John Podhoretz is concerned about New York.
In an apocalyptic opinion piece for the New York Post, Mr. Podhoretz goes into panic mode about three very bad things he saw recently on the Upper West Side, which remind him of a “pre-Giuliani” era:
- Some dude in an ice cream store asked for too many samples, then proceeded to exercise his Constitutional right to make some phone calls in public without buying anything.
- An “unkempt middle-aged man” shattered a bottle in the street.
- A “younger man” bumped into him and then said something anti-Semitic.
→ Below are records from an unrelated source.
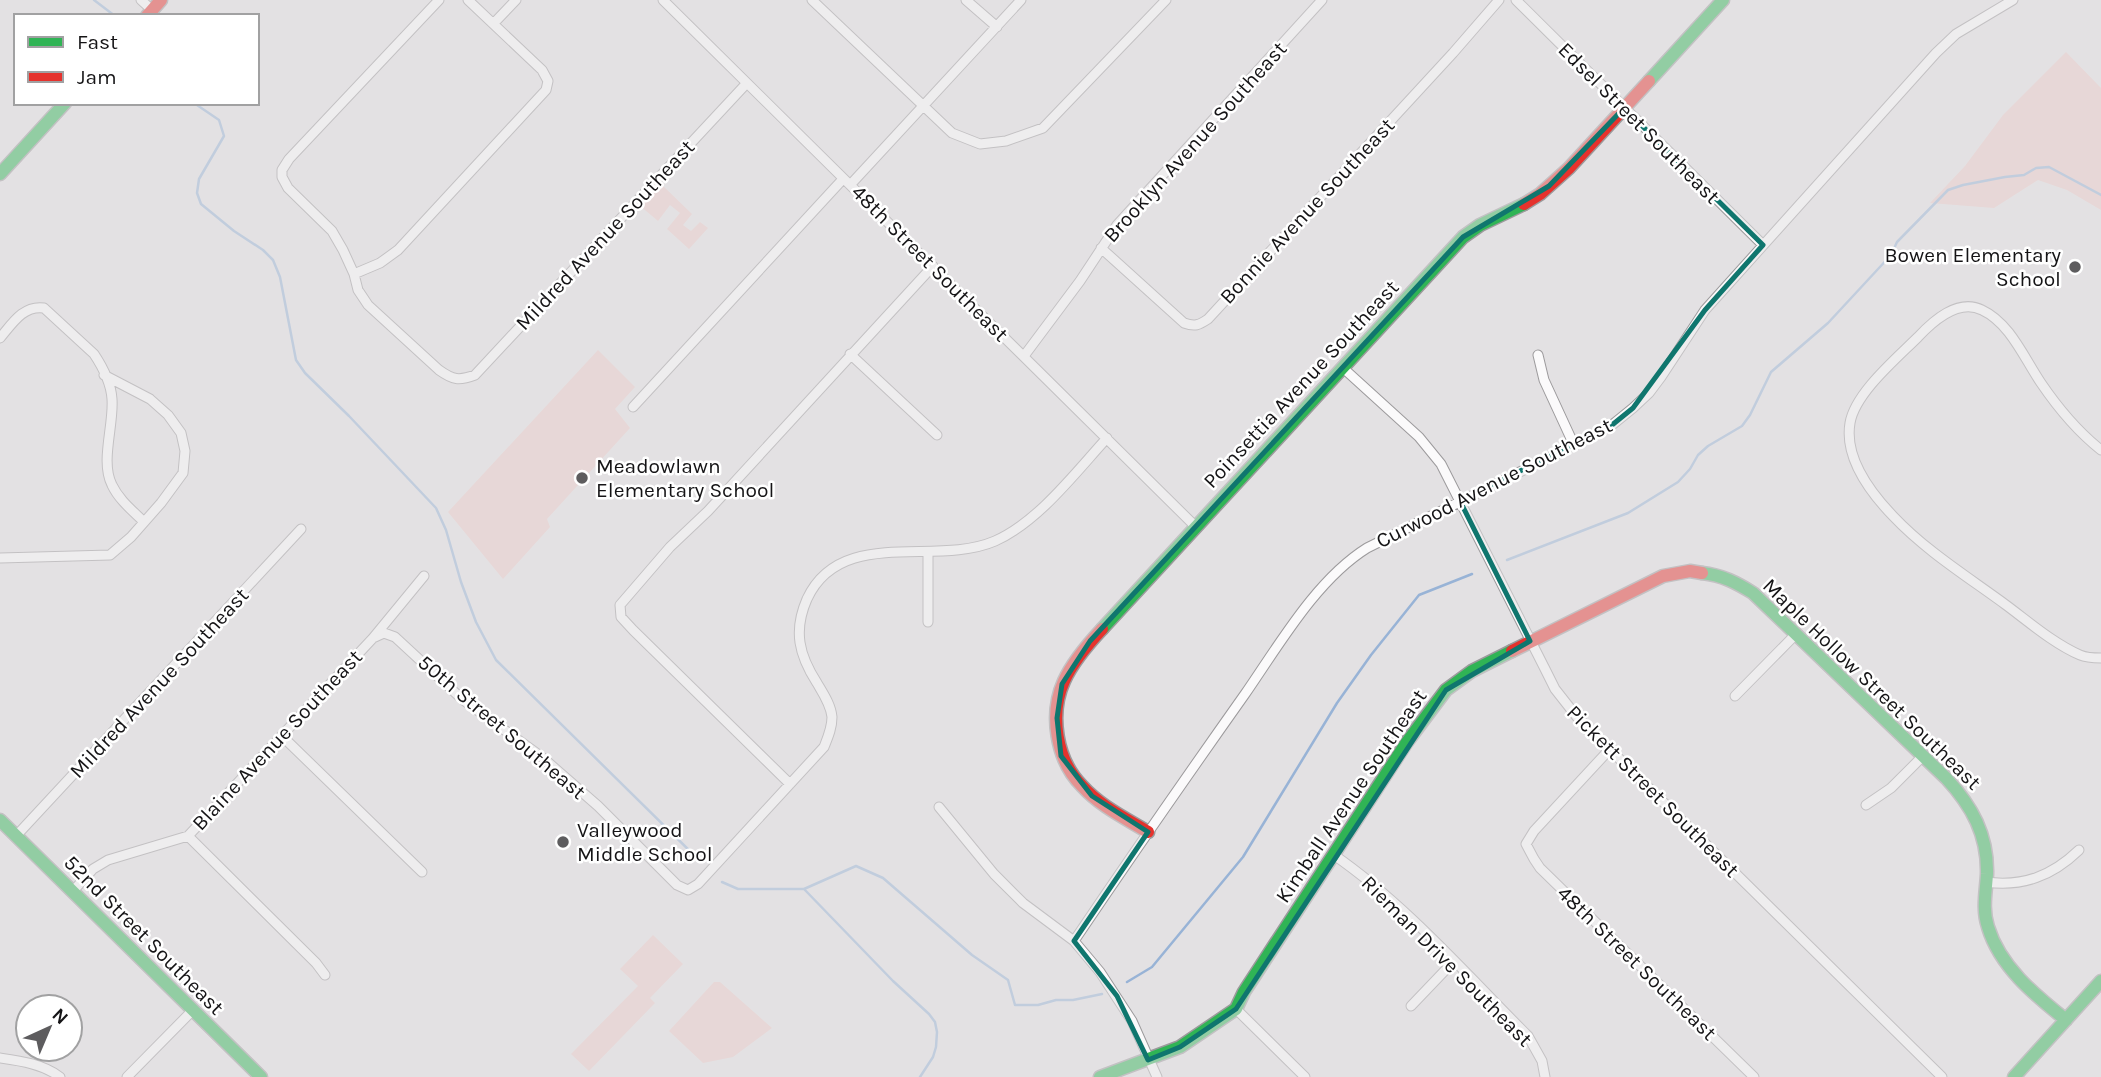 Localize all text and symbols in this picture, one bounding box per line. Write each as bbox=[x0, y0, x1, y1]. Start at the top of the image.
legend bbox=[14, 14, 259, 105]
text: Fast bbox=[77, 30, 118, 54]
street label: Brooklyn Avenue Southeast bbox=[1099, 37, 1292, 247]
street label: Edsel Street Southeast bbox=[1553, 37, 1725, 209]
text: Jam bbox=[77, 65, 117, 89]
street label: Bonnie Avenue Southeast bbox=[1215, 113, 1399, 309]
street label: Mildred Avenue Southeast bbox=[511, 135, 699, 335]
street label: 48th Street Southeast bbox=[847, 180, 1013, 346]
place label: Bowen Elementary School bbox=[1884, 243, 2061, 291]
marker: Bowen Elementary School bbox=[2067, 259, 2083, 275]
street label: Poinsettia Avenue Southeast bbox=[1198, 275, 1404, 493]
street label: Curwood Avenue Southeast bbox=[1372, 413, 1616, 553]
place label: Meadowlawn Elementary School bbox=[596, 454, 774, 502]
marker: Meadowlawn Elementary School bbox=[574, 470, 590, 486]
street label: Maple Hollow Street Southeast bbox=[1758, 573, 1986, 795]
street label: Mildred Avenue Southeast bbox=[65, 583, 253, 783]
street label: Blaine Avenue Southeast bbox=[187, 645, 367, 835]
street label: 50th Street Southeast bbox=[413, 650, 591, 804]
street label: Kimball Avenue Southeast bbox=[1271, 685, 1432, 907]
street label: Pickett Street Southeast bbox=[1562, 700, 1744, 882]
place label: Valleywood Middle School bbox=[577, 818, 713, 866]
marker: Valleywood Middle School bbox=[555, 834, 571, 850]
street label: 52nd Street Southeast bbox=[59, 850, 229, 1020]
street label: Rieman Drive Southeast bbox=[1357, 871, 1537, 1051]
street label: 48th Street Southeast bbox=[1553, 881, 1721, 1045]
north arrow bbox=[14, 993, 84, 1063]
text: N bbox=[48, 1004, 73, 1029]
Because Mr. Podhoretz, the editor of Commentary magazine, clearly understands the first law of journalistic dynamics, which states that three mildly similar things constitute a trend, he declares that civil society in New York as we know it is “decaying.”
“I’m not offering an explanation for why this has happened,” Mr. Podhoretz writes. “I’m only describing a change in mood.”
He then goes on to suggest that Mayor Bill de Blasio may be responsible for what Mr. Podhoretz perceives to be the end of times. Even though the empty storefronts and growing homeless population (or people who, like the ice cream man, could be homeless) that so repulse Mr. Podhoretz would seem, at least on the face of it, to stem from Mr. de Blasio’s bête noir: income inequality. (Mr. Podhoretz admits that the empty storefronts, at least, are the result of greedy landlords who drove out the previous tenants.)
In his next column, perhaps Mr. Podhoretz could look inside himself and consider the tension that occurs as the result of vast inequality in a city whose homeless population is the highest since the Great Depression.
But that’s not the New York Post’s line, is it?